Sans remettre en cause leur bien-fondé, nous constatons que ces dernières sont souvent considérées par le juge comme des normes impératives, ce qui peut être de nature, en cas d’accident, à engager la responsabilité pénale des élus et des collectivités.

Or nous savons – et la consultation récemment menée par la délégation aux collectivités territoriales sur le statut de l’élu nous le confirme – que la question de la responsabilité des élus est un motif d’inquiétude, voire un frein à l’engagement municipal.

Compte tenu des contraintes toujours plus lourdes qui pèsent sur nos collectivités, les auteurs de ce texte appellent donc de leurs vœux une évolution du cadre existant.

Cette évolution passerait, tout d’abord, par un renforcement des prérogatives de la CERFRES. Depuis sa création, en 2009, cette instance collégiale réunissant État, collectivités et mouvement sportif a conduit un travail minutieux contre la surinflation normative.
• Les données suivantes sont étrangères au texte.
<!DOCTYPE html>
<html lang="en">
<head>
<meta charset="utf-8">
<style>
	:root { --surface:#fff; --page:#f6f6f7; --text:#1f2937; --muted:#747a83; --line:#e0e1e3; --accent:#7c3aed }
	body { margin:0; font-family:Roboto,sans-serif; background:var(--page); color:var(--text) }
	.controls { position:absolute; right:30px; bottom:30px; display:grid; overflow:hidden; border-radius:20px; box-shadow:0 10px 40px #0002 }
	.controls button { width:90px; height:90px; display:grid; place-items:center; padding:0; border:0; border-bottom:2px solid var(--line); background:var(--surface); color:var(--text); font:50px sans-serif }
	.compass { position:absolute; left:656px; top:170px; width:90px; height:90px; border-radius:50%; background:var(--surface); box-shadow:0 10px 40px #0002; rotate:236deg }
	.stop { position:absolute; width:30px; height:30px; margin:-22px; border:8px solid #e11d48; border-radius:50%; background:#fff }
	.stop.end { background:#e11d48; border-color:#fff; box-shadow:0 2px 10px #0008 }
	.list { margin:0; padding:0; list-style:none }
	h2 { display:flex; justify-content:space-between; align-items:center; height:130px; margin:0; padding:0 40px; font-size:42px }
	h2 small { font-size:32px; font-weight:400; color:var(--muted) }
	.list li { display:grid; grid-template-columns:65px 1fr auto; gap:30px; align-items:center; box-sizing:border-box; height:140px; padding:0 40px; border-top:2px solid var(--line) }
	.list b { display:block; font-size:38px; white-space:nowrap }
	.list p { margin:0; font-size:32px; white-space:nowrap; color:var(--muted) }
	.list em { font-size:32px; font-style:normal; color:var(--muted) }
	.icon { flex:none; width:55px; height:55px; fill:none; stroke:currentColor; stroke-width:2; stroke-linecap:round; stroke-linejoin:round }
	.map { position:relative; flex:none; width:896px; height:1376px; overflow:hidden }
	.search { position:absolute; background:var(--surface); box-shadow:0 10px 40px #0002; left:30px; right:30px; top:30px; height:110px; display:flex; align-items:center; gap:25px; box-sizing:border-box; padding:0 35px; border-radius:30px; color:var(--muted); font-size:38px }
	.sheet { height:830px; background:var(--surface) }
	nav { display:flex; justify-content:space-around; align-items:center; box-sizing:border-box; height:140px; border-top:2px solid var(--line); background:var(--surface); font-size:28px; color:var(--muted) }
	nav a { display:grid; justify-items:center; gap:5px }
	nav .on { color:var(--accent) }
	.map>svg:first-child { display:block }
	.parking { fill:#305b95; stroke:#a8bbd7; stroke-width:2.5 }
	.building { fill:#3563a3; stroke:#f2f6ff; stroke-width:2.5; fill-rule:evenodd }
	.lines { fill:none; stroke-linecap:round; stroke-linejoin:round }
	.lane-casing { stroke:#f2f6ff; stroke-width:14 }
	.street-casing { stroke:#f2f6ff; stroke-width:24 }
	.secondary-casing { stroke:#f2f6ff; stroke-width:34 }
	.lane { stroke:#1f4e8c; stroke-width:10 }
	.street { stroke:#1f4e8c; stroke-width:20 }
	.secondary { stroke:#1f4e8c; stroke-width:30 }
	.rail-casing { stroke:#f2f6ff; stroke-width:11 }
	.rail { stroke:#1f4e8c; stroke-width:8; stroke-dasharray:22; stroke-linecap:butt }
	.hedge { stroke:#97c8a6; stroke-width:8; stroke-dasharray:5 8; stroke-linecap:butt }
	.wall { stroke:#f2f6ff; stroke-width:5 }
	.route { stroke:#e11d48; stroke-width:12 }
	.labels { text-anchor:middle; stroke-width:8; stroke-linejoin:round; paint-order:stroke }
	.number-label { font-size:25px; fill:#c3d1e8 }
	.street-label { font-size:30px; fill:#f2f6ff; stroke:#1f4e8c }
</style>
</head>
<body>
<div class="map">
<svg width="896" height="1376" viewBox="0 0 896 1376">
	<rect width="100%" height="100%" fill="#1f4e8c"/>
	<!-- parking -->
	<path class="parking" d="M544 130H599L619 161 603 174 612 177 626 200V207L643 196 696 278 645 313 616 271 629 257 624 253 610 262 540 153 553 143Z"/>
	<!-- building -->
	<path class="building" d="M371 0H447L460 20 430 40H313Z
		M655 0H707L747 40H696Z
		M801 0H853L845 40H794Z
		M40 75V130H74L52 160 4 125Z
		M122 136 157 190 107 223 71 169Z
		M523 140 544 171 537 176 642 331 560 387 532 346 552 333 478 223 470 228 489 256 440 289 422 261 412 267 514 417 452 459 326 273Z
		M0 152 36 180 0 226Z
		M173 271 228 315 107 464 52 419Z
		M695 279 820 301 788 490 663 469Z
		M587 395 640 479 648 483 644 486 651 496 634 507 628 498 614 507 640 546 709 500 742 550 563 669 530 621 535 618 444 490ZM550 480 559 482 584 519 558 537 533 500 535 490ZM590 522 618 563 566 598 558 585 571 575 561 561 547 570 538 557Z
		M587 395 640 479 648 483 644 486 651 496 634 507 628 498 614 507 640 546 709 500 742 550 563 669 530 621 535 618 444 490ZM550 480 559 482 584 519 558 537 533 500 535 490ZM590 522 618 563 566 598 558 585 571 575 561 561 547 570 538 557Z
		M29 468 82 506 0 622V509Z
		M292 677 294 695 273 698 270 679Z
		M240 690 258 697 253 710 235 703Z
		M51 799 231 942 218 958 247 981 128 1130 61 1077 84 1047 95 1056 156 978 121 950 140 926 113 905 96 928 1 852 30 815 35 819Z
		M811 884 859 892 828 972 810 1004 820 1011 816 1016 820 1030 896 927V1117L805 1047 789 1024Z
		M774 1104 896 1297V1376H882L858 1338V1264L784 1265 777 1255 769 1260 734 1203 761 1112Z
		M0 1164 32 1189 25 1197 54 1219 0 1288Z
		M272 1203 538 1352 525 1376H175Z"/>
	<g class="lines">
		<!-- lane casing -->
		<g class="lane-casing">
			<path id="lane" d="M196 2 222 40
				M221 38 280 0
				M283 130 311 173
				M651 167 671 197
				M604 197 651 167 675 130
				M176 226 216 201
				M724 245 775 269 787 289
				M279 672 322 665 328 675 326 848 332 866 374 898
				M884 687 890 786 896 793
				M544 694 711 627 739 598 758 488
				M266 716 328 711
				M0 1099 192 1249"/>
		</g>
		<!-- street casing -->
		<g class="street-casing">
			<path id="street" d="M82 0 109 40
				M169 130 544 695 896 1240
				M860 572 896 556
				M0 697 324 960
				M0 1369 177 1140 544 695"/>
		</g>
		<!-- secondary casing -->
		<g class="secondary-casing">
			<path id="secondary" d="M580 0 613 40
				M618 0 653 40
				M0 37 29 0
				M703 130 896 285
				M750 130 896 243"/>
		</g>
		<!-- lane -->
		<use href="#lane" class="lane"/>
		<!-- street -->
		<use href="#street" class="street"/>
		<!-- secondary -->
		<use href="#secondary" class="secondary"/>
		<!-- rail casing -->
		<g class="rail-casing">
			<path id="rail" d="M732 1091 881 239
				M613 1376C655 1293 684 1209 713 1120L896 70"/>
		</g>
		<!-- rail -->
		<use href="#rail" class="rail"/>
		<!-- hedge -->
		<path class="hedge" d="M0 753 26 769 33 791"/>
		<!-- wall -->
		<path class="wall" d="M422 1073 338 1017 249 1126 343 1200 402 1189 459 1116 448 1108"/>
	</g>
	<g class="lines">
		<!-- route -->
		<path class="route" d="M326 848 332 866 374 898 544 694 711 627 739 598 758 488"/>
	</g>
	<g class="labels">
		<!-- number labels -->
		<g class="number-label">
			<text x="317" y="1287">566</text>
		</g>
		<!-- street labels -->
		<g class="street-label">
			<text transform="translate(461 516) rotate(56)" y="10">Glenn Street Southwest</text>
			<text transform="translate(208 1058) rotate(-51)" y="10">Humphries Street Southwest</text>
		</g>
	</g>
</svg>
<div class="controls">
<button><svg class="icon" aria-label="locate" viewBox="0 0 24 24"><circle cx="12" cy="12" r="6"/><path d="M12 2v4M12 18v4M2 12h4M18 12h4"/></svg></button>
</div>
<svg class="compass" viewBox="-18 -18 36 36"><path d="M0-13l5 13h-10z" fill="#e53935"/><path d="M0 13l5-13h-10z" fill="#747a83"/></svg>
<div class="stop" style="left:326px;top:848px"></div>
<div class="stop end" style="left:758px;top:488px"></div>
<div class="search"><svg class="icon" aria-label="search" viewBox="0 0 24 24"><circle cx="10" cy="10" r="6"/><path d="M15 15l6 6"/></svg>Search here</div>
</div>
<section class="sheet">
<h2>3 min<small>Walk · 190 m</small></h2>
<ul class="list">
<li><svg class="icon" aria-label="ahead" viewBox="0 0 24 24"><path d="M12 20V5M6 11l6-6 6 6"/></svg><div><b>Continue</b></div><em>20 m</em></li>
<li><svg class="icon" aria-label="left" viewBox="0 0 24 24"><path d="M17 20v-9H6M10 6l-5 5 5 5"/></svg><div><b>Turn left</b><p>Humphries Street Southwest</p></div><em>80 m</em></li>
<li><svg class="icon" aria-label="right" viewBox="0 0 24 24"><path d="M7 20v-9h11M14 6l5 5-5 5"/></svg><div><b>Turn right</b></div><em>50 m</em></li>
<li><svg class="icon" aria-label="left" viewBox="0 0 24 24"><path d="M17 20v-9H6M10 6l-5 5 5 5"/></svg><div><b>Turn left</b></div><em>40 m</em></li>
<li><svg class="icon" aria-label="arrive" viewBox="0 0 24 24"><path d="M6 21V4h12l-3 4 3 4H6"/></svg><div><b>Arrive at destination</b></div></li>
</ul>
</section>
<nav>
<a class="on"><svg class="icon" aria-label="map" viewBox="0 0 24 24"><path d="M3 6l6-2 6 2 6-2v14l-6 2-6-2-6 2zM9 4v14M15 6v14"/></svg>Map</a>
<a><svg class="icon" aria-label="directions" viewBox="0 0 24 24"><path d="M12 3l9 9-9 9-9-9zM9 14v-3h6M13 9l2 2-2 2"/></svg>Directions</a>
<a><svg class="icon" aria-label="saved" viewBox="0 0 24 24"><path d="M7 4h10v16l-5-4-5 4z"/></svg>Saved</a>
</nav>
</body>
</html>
Cette dynamique doit être encouragée et approfondie, en allongeant les délais de consultation, ou en permettant à la CERFRES de s’autosaisir. La composition de la commission pourrait aussi être revue pour mieux prendre en compte le monde rural et les intercommunalités.

Par ailleurs, une meilleure articulation avec les travaux conduits par le CNEN, telle qu’évoquée dans la proposition de résolution, ne pourrait être que bénéfique.

La production normative des fédérations sportives doit également évoluer. En la matière, les auteurs de la proposition de résolution développent deux exigences, de proportionnalité et d’adaptabilité, qui sont empreintes de bon sens. Doit-on avoir les mêmes exigences pour un championnat régional et pour une compétition internationale ? Évidemment, non ! Doit-on encourager le multiusage des équipements par une harmonisation des normes ? À l’évidence, oui.

Enfin, le texte – c’est une de ses principales innovations – propose d’associer les fédérations sportives au financement de certaines modifications induites par les changements réglementaires qu’elles imposent, selon le principe du « prescripteur-payeur ».

L’aggravation des contraintes qui pèsent sur nos collectivités appelle l’intervention du législateur et de l’exécutif.

Souvenez-vous, madame la ministre, mes chers collègues, le précédent quinquennat avait vu la mise en œuvre du « choc de simplification », avec des avancées en définitive bien réelles, mais largement insuffisantes. L’actuel gouvernement a lancé son propre plan, comme en témoigne la règle du « deux pour un » ou le programme Action publique 2022.

Je relève néanmoins un aveu, fait par Alain Lambert lors de son audition, à la mi-janvier, par la délégation aux collectivités territoriales. Il soulignait une « volonté politique sincère », mais redoutait « un sentiment de l’administration centrale considérant que le système ne fonctionne “ pas si mal ”, et qu’il semble inopportun de changer un système assez équilibré ».

Dans ce contexte, la présente proposition de résolution est donc opportune et utile, car elle se fait l’écho des difficultés rencontrées dans nos villes et dans nos villages. L’ensemble du groupe du RDSE y souscrit pleinement.

Nous invitons désormais le Gouvernement à s’emparer de ces travaux pour, à son tour, permettre une évolution des pratiques et de la réglementation en vigueur.